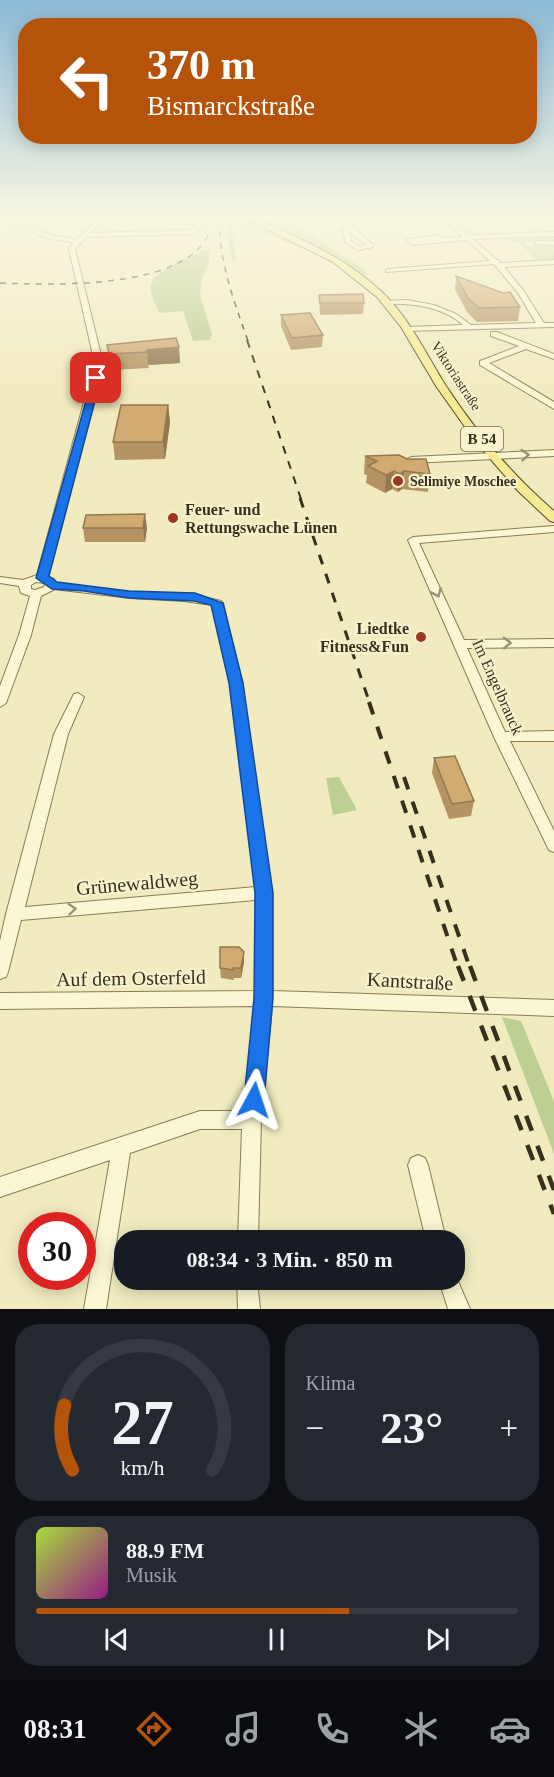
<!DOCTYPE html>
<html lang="de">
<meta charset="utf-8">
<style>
body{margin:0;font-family:Georgia,serif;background:#242831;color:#f1f3f6;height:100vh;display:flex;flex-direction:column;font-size:22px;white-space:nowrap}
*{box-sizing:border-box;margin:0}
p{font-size:20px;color:#9ea1a6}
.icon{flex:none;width:33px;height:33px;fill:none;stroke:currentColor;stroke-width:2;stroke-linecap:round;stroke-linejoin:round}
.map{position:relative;height:1309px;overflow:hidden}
.details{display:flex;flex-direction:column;gap:15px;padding:15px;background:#0d0f14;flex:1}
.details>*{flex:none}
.guide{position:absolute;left:18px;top:18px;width:519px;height:126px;border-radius:24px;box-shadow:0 3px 15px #0003;background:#b45309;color:#fff;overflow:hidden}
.speed{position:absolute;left:18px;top:1212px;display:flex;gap:12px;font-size:30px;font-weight:700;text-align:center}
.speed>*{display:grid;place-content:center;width:78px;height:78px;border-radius:50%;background:#171b24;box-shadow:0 3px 15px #0003;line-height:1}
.speed .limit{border:9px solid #d22;background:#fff;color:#111}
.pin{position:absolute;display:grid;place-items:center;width:51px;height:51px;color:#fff;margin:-26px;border-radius:12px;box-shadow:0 3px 9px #0006}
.me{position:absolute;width:66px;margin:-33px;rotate:5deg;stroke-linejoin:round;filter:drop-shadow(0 0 4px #0008)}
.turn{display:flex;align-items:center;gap:21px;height:126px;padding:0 30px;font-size:27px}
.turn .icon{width:78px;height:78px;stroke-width:2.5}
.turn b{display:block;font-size:42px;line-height:51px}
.big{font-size:45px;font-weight:800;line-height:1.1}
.details .tile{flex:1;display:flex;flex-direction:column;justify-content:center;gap:9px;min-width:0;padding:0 21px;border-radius:24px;background:#242831}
.details .dial{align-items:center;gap:0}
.dial svg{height:156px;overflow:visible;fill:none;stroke:#363941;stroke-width:7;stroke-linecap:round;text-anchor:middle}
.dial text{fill:#f1f3f6;stroke:none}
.song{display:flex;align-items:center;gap:18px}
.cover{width:72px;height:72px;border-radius:9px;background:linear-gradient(135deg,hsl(80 70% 55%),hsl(310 70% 35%))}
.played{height:6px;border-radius:3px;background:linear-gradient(90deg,#b45309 65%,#363941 65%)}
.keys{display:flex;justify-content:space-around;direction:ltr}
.heat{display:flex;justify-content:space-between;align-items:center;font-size:33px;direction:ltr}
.details .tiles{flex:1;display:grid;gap:15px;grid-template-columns:1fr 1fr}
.tile:last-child{grid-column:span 2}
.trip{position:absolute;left:114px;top:1230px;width:351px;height:60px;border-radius:24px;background:#171b24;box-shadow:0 3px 15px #0003;font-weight:800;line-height:60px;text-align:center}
.tab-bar{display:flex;height:96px;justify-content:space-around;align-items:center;background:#090b0e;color:#9ea1a6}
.tab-bar .icon{width:42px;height:42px}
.tab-bar .active{color:#b45309}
.tab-bar b{font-size:27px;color:#f1f3f6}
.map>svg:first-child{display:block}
.green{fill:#becf92}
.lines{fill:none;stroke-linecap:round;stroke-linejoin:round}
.minor-casing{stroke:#8b7b56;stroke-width:2}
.major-casing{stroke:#58482b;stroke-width:2}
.minor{fill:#fbf6d3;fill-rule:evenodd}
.major{fill:#f7ea94;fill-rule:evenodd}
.rail-far4{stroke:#392f1c;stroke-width:1.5;stroke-dasharray:6 6;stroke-linecap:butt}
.rail-far3{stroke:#392f1c;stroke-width:2;stroke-dasharray:8 8;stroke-linecap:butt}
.rail-far2{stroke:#392f1c;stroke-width:3;stroke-dasharray:10 10;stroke-linecap:butt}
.rail-far1{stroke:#392f1c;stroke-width:4;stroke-dasharray:13 13;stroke-linecap:butt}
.rail{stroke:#392f1c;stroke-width:4.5;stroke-dasharray:16 16;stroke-linecap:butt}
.wall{fill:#b59362}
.shaded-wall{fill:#937850}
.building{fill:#d2ab72;stroke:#937850;stroke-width:1.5}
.oneway{stroke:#9a9278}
.route{fill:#1a73e8;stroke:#114b97;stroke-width:1.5}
.poi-dot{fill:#9e3722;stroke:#f8f3cf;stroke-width:2}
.labels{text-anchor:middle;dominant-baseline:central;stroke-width:4.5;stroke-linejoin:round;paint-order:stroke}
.far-street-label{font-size:14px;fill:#392f1c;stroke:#f8f3cf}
.far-poi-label{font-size:14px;font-weight:bold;fill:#392f1c;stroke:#f8f3cf;text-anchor:start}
.shield{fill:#f8f3cf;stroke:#726a52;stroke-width:1.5}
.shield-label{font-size:15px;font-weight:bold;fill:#392f1c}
.poi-label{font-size:16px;font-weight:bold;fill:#392f1c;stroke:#f8f3cf;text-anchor:start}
.street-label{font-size:16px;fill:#392f1c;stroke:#f8f3cf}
.near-street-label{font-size:20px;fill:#392f1c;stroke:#f8f3cf}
</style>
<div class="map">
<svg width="554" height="1309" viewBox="0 0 554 1309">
<rect width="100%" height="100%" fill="#f1ebbf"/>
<g class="green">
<path d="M228,219H244L317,255L231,219L236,262L232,261L228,240Z"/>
<path d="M259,219H287L363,269L368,276Z"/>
<path d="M554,235V242L526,243L527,246L554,245V261H538L518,242L507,241L504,237Z"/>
<path d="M203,250H209V263L202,278L200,295L212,334L210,340L193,341L183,311L159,313C156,305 149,293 151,285C153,271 190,258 203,250Z"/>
<path d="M339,777L357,810L333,815L326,778Z"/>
<path d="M502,1017L521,1021L554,1101V1154Z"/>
</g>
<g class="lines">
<defs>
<g id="minor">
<path d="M0,219H6L53,236L76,239L100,219H106L90,233L191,230L197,225L195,219H201L203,226L192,234L86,237L75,249L100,351L101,369L48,577L54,579L55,583L130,592L195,595L221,601L223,603L242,683L272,893V991L554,1000V1016L272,1006L261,1120L258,1240H238L242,1129H200L130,1153L106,1309H84L110,1160L0,1197V1177L200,1111H244L255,1006L0,1009V993L256,991V900L21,920L8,972L6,977L0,979V941L6,914L54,734L74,694L78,693L84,697L68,734L25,907L256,887L230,683L212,605L184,601L130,598L62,590L55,589L41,596L31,635L6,703L0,707V686L19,635L30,596L21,593L19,586L0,583V577L23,580L37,575L93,369L92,351L69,249L73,242L50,239L0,220ZM36,582L45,583L44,587L35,590L31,589V585Z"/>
<path d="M348,219H354L351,226L373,245V247L358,250L346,243L343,230ZM349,231L366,245L359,246L351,241Z"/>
<path d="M442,219H448L469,235L554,232V236L473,239L497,260L500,261V263L554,260V264L504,267L523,290L544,323H554V327L405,331L404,329L408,327L463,325C444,307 412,303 387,304L383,302L385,301L407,300L434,305L456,314L471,325L536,323L518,293L494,264L386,272V270L388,269L490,261L467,240L412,245L405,240L438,235L443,238L463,237Z"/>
<path d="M537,241H554V245L535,244Z"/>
<path d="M491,332H497L554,354V359L526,349L489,363L554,402V409L480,365V361L519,346L491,336Z"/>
<path d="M554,450V456L411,463L406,460L411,457Z"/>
<path d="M554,526V532L419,543L464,640L554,639V647L467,648L505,732L554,731V741H510L554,831V852L549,850L547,846L494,737L408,540L413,537Z"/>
<path d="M418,1155L425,1158L428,1165L446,1240H426L408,1165L411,1158Z"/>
<path d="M454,1272L470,1309H448L439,1280H454Z"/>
<path d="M237,1280H257L260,1309H238Z"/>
</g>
<path id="major" d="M246,219H255C300,238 346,258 382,292C410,319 426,354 446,386C477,433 512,475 554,511V522L550,521L518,491L475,441L436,386L401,327L377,297L333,262Z"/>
</defs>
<use href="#minor" class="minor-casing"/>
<use href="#major" class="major-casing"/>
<use href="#minor" class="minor"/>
<use href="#major" class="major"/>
<g class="rail-far4">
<path d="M219,219C219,262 234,301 248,341"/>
<path d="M0,283C53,285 155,288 196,251C201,247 206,239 210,233"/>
</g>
<path class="rail-far3" d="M247,340L301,499"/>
<path class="rail-far2" d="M300,498L370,704"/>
<g class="rail-far1">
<path d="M369,702L458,968"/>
<path d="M404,777L470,968"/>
</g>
<g class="rail">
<path d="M458,966L554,1214"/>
<path d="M470,966L554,1190"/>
</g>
</g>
<g class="wall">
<path d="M456,276L520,307L518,321L477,322L467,312L455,289Z"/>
<path d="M319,295L364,303L363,314L320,315Z"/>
<path d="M281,315L323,335L322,347L291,350L281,326Z"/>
<path d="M176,338L180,363L148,365L149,368L111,370L107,345Z"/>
<path d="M168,405L170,422L165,459L115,460L113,442Z"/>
<path d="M365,456L430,474L428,492L402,489L398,492L392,489L385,493L366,483L367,475L364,474Z"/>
<path d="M83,528H147L145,542H85Z"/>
<path d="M434,758L474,801L471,816L449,819L432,773Z"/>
<path d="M244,952V962L241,978H234V980L221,978L220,968Z"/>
</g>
<g class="shaded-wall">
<path d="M179,347L180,363L148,365L147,350Z"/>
<path d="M168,405L170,422L165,459L163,442Z"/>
<path d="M394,471L392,489L385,493L386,475Z"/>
<path d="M404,471L402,489L398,492L400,474Z"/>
<path d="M145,514L147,528L145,542L143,528Z"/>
<path d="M244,952V962L241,978V968Z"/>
</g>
<g class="building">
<path d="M456,276L503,293L510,292L520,307L479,308L468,298Z"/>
<path d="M363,294L364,303H320L319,295Z"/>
<path d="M310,313L323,335L292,338L281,315Z"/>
<path d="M176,338L179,347L147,350V352L109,354L107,345Z"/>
<path d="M121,405H168L163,442H113Z"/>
<path d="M399,455L407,459H426L430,474L404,471L400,474L394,471L386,475L368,466L377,461L365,456Z"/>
<path d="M145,514L143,528H83L86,515Z"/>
<path d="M455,756L474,801L452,804L434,758Z"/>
<path d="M220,947H239L244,952L241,968H233V970L220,968Z"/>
</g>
<defs><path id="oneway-chevron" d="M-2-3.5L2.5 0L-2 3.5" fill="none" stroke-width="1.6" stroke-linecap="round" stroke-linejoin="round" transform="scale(1.5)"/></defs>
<g class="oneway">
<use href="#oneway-chevron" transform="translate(525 455) rotate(-5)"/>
<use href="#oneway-chevron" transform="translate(437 593) rotate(66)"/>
<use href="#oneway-chevron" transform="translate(507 643) rotate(-1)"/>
<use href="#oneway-chevron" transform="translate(72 909) rotate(-5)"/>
</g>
<linearGradient id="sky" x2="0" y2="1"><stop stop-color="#8cbad7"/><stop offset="0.54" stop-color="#f9f6e2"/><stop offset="1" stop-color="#f9f6e2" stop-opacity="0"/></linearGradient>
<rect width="554" height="402" fill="url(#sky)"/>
<path class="route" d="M93,376L101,378L49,576L57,582L129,591L195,593L223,603L243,683L273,893V998L264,1100L261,1107L254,1110L247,1107L244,1100L254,998L255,893L229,683L211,605L194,601L129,598L84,591L52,589L36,578Z"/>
<g class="poi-dot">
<circle cx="398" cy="481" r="6"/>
<circle cx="173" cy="518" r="6"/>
<circle cx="421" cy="637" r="6"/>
</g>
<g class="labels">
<g class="far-street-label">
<text transform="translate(456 376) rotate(57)">Viktoriastraße</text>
</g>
<g class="far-poi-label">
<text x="410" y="481">Selimiye Moschee</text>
</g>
<rect class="shield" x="461" y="427" width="42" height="24" rx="4.5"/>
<g class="shield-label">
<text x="482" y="439">B 54</text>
</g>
<g class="poi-label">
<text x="185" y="509">Feuer- und<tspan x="185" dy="18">Rettungswache Lünen</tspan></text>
<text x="409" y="628" text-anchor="end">Liedtke<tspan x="409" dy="18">Fitness&amp;Fun</tspan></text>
</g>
<g class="street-label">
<text transform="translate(498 687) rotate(66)">Im Engelbrauck</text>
</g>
<g class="near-street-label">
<text transform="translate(137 883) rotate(-5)">Grünewaldweg</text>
<text transform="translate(131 978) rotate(-1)">Auf dem Osterfeld</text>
<text transform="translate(410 981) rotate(3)">Kantstraße</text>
</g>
</g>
</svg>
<div class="speed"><div class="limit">30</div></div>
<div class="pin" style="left:96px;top:378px;background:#d93025"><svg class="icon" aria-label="arrive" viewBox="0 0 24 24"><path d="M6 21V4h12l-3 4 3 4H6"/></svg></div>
<svg class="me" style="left:254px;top:1100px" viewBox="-20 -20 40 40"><path d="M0-17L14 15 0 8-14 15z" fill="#1a73e8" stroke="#fff" stroke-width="4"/></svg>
<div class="trip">08:34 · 3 Min. · 850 m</div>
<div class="guide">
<div class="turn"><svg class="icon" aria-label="left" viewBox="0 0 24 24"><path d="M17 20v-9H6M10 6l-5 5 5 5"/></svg><div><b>370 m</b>Bismarckstraße</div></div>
</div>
</div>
<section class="details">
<div class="tiles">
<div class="tile dial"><svg viewBox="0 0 100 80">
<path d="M14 69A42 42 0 1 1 86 69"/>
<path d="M14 69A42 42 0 0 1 10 36" stroke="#b45309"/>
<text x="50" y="56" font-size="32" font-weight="700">27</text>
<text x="50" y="72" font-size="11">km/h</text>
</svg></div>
<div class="tile"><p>Klima</p>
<div class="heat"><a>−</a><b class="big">23°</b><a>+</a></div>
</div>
<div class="tile">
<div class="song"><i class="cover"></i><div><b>88.9 FM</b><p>Musik</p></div></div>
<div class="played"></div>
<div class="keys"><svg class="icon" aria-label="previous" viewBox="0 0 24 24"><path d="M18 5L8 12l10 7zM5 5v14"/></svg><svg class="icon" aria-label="pause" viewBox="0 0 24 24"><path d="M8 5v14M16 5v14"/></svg><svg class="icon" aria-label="next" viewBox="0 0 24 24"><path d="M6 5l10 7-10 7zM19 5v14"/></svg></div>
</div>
</div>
</section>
<nav class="tab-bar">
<b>08:31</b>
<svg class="icon active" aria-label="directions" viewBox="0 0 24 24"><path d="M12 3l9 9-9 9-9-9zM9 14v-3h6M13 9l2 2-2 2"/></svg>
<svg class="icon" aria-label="music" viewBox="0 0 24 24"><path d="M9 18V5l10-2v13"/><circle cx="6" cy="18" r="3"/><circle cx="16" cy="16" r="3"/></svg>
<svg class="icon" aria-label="phone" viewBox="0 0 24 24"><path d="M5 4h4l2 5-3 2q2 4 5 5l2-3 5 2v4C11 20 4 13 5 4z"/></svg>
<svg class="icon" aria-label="climate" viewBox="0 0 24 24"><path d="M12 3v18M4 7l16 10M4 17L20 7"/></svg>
<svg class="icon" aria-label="car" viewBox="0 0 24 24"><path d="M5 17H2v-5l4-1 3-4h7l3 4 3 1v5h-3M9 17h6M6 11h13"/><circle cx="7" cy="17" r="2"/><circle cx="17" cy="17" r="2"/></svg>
</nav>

┄┄┄┄┄┄┄┄┄┄

### Assignment
Among the lines in the data above, find those containing "cover" and give only how many there are.

### The completed task
2